- Records shown
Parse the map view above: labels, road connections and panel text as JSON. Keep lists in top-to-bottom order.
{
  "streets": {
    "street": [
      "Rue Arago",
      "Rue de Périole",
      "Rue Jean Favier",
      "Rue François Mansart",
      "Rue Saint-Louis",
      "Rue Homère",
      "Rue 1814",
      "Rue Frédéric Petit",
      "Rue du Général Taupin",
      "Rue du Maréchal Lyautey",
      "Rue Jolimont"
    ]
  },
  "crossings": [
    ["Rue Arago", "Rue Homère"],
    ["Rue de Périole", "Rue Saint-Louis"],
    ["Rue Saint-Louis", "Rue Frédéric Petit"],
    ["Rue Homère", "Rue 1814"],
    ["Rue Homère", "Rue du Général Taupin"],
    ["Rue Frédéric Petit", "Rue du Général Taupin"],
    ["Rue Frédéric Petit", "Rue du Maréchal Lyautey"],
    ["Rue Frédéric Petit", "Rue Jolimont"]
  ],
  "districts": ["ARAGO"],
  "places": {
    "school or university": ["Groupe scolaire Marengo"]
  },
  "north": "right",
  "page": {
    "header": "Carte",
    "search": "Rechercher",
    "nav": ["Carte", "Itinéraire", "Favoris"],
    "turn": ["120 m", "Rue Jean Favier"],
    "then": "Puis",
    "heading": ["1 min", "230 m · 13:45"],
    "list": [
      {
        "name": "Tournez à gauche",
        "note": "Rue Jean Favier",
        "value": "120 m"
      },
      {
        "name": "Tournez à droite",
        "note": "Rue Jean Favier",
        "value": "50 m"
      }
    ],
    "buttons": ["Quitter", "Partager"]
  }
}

- Aim of the exercise
Give the material again, complete and unaltered.

- Task answer
Parse the map view above: labels, road connections and panel text as JSON. Keep lists in top-to-bottom order.
{
  "streets": {
    "street": [
      "Rue Arago",
      "Rue de Périole",
      "Rue Jean Favier",
      "Rue François Mansart",
      "Rue Saint-Louis",
      "Rue Homère",
      "Rue 1814",
      "Rue Frédéric Petit",
      "Rue du Général Taupin",
      "Rue du Maréchal Lyautey",
      "Rue Jolimont"
    ]
  },
  "crossings": [
    ["Rue Arago", "Rue Homère"],
    ["Rue de Périole", "Rue Saint-Louis"],
    ["Rue Saint-Louis", "Rue Frédéric Petit"],
    ["Rue Homère", "Rue 1814"],
    ["Rue Homère", "Rue du Général Taupin"],
    ["Rue Frédéric Petit", "Rue du Général Taupin"],
    ["Rue Frédéric Petit", "Rue du Maréchal Lyautey"],
    ["Rue Frédéric Petit", "Rue Jolimont"]
  ],
  "districts": ["ARAGO"],
  "places": {
    "school or university": ["Groupe scolaire Marengo"]
  },
  "north": "right",
  "page": {
    "header": "Carte",
    "search": "Rechercher",
    "nav": ["Carte", "Itinéraire", "Favoris"],
    "turn": ["120 m", "Rue Jean Favier"],
    "then": "Puis",
    "heading": ["1 min", "230 m · 13:45"],
    "list": [
      {
        "name": "Tournez à gauche",
        "note": "Rue Jean Favier",
        "value": "120 m"
      },
      {
        "name": "Tournez à droite",
        "note": "Rue Jean Favier",
        "value": "50 m"
      }
    ],
    "buttons": ["Quitter", "Partager"]
  }
}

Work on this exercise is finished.